- **PROMPT**
Look through the listing below, and wherever a line has the string "Enumerate", pull it out.

___ DATA PROVIDED

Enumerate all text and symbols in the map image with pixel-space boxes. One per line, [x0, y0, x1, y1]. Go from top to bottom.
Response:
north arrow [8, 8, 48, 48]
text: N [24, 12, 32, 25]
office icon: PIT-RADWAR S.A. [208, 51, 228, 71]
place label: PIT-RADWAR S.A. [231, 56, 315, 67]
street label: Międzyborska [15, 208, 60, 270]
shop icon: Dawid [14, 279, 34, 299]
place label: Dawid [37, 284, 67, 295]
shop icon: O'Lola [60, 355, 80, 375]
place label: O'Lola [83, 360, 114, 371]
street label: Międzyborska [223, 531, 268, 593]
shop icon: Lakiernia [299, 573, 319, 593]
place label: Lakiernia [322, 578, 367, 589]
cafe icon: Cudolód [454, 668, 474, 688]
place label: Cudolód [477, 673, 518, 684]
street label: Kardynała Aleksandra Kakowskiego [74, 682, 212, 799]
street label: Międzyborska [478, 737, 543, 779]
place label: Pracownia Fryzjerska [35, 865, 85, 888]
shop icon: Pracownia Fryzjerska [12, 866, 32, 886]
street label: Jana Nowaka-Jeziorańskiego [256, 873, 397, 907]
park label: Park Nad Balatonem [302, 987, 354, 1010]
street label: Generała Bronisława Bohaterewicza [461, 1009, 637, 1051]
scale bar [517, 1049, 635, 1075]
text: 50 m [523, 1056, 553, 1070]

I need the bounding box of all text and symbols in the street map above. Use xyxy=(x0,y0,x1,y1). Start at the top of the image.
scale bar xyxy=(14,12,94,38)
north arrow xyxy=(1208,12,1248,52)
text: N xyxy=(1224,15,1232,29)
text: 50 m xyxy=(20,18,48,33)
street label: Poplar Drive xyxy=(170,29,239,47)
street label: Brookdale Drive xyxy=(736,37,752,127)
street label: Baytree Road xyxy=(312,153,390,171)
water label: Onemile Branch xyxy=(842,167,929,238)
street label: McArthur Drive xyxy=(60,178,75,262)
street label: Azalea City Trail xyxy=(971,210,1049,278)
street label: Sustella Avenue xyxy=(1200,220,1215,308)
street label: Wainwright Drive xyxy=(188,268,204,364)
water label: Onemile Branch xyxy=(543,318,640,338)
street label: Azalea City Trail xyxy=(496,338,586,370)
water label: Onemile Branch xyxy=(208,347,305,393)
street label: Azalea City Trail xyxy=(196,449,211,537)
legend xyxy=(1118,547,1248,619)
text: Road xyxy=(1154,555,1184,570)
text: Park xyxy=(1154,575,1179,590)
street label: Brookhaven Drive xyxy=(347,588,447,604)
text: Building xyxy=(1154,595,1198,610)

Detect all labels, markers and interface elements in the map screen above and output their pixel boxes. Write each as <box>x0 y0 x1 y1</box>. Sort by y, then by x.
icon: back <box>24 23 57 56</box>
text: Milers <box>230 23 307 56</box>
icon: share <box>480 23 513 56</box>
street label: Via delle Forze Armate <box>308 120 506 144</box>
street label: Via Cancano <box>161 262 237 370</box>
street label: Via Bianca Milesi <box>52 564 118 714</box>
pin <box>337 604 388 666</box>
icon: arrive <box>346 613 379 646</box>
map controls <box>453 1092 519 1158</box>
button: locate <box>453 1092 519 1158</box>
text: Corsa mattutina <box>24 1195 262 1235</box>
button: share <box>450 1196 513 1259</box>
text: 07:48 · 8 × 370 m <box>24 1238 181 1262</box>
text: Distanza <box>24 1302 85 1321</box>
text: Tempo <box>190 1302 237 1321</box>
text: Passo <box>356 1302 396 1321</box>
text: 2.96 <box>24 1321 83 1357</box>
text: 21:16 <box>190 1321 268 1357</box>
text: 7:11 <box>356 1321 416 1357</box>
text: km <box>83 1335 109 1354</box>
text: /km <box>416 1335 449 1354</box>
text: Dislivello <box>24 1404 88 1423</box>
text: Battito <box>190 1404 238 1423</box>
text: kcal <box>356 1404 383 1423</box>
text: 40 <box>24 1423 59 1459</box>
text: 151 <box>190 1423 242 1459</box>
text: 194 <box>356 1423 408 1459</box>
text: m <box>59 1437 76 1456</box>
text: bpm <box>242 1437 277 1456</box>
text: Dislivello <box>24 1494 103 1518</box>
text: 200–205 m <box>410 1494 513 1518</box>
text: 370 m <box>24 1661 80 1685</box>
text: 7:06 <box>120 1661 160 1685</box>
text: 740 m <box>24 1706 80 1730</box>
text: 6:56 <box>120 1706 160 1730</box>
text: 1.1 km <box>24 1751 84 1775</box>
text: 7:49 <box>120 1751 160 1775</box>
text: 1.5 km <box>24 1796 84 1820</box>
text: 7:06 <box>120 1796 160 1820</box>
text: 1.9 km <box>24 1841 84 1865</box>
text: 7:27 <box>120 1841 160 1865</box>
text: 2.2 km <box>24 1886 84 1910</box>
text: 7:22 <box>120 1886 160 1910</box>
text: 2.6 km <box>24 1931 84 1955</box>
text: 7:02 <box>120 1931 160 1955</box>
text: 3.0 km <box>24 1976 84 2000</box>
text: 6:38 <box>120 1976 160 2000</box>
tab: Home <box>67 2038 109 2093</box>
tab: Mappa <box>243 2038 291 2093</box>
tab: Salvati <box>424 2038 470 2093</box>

______
___ DATA PROVIDED

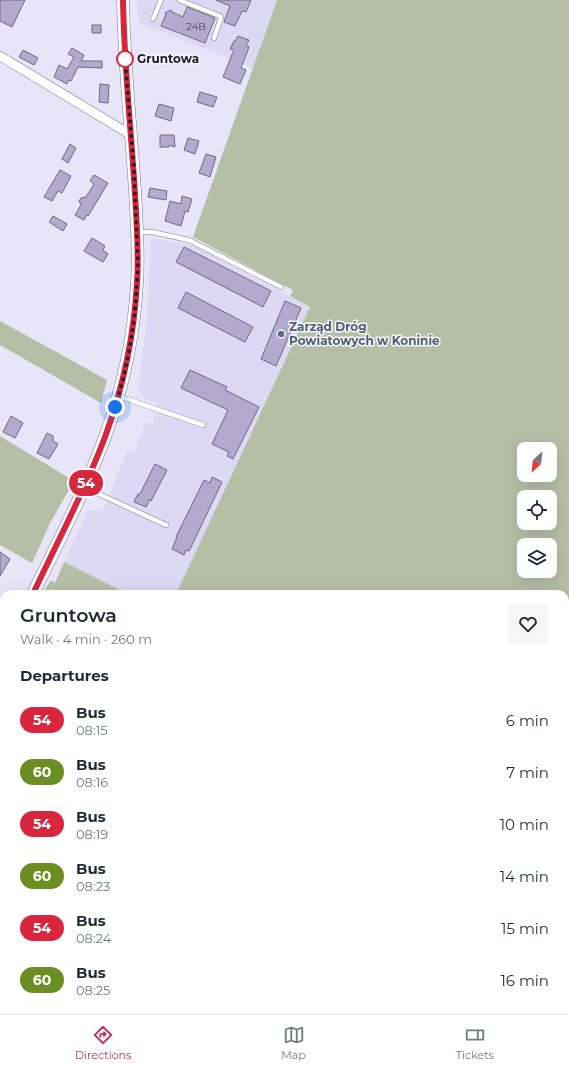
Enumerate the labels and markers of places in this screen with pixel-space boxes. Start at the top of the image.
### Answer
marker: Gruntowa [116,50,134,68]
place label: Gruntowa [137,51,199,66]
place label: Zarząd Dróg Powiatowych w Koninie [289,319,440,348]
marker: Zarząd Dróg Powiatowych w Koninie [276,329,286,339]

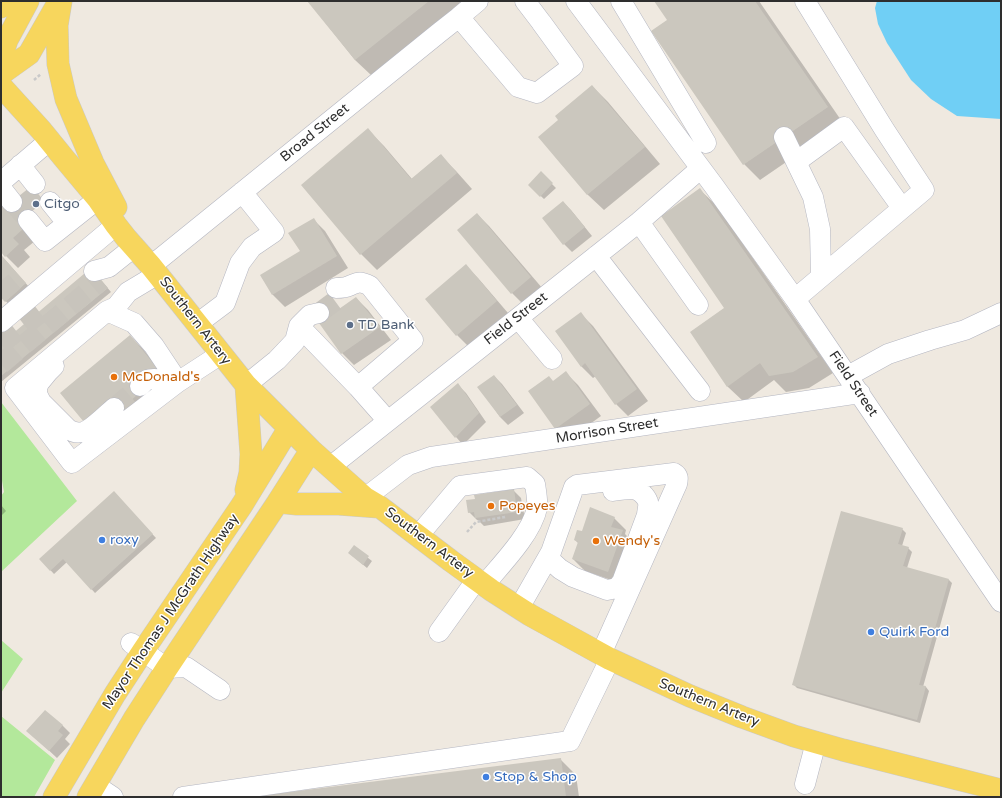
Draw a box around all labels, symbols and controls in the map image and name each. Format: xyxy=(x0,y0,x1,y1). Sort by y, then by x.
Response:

______
___ DATA PROVIDED

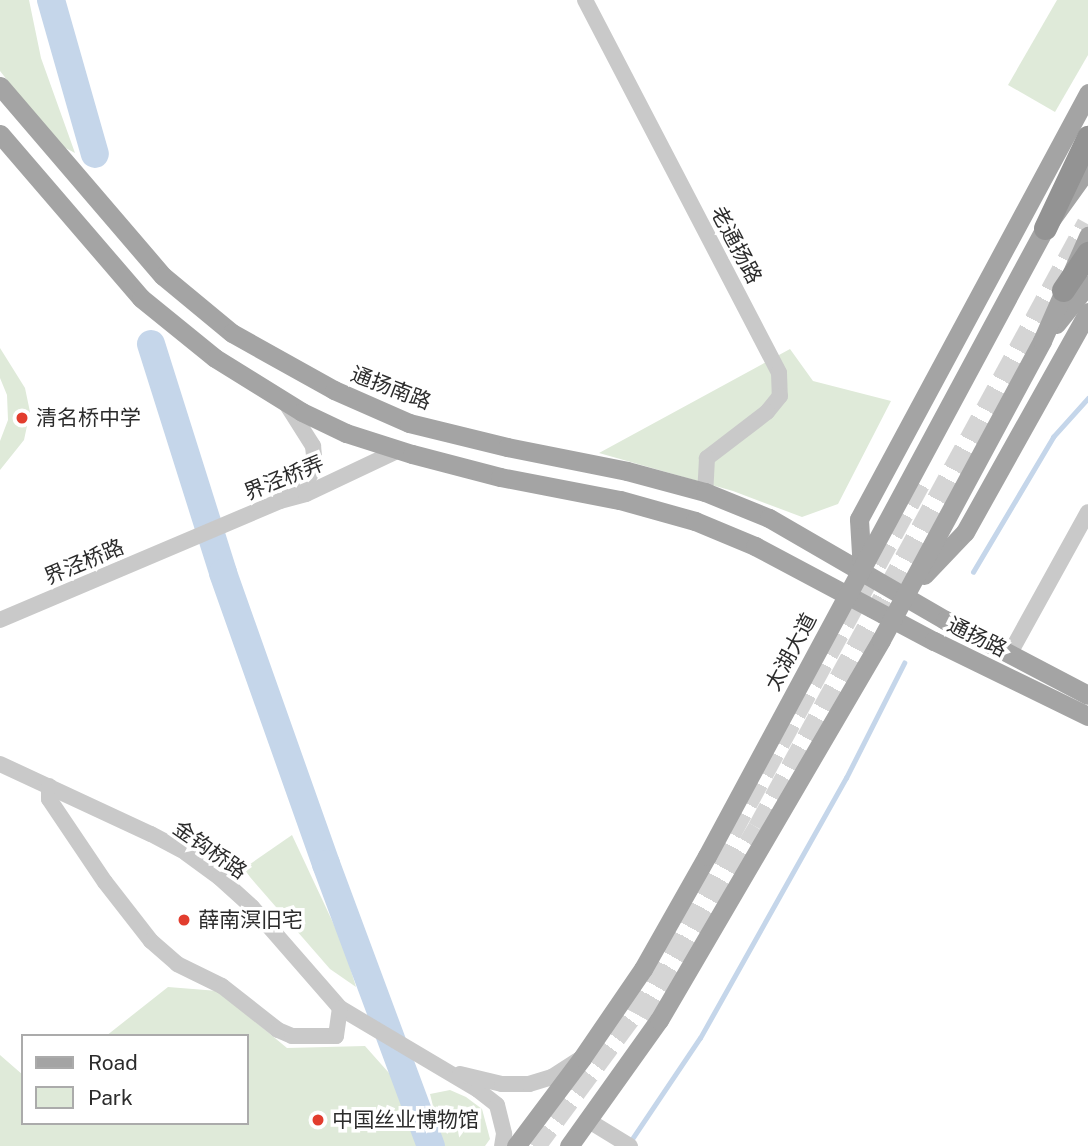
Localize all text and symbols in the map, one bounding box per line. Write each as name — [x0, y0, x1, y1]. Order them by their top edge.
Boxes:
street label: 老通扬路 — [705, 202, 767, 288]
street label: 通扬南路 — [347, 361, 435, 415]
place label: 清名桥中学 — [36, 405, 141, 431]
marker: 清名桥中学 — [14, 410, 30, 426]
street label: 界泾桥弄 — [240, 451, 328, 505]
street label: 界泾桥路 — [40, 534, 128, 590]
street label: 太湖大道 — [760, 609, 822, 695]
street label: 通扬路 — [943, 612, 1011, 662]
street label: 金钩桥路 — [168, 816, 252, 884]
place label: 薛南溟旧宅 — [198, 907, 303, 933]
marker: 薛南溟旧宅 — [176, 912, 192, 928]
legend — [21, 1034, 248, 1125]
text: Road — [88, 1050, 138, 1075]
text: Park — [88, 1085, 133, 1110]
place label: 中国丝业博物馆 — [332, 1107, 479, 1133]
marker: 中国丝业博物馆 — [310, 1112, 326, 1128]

______

- **RESPONSE AREA**
Enumerate all text and symbols in the map image with pixel-space boxes. One per line, [x0, y0, x1, y1]. Go from top to bottom.
Enumerate the labels and markers of places in this screen with pixel-space boxes. Start at the top of the image.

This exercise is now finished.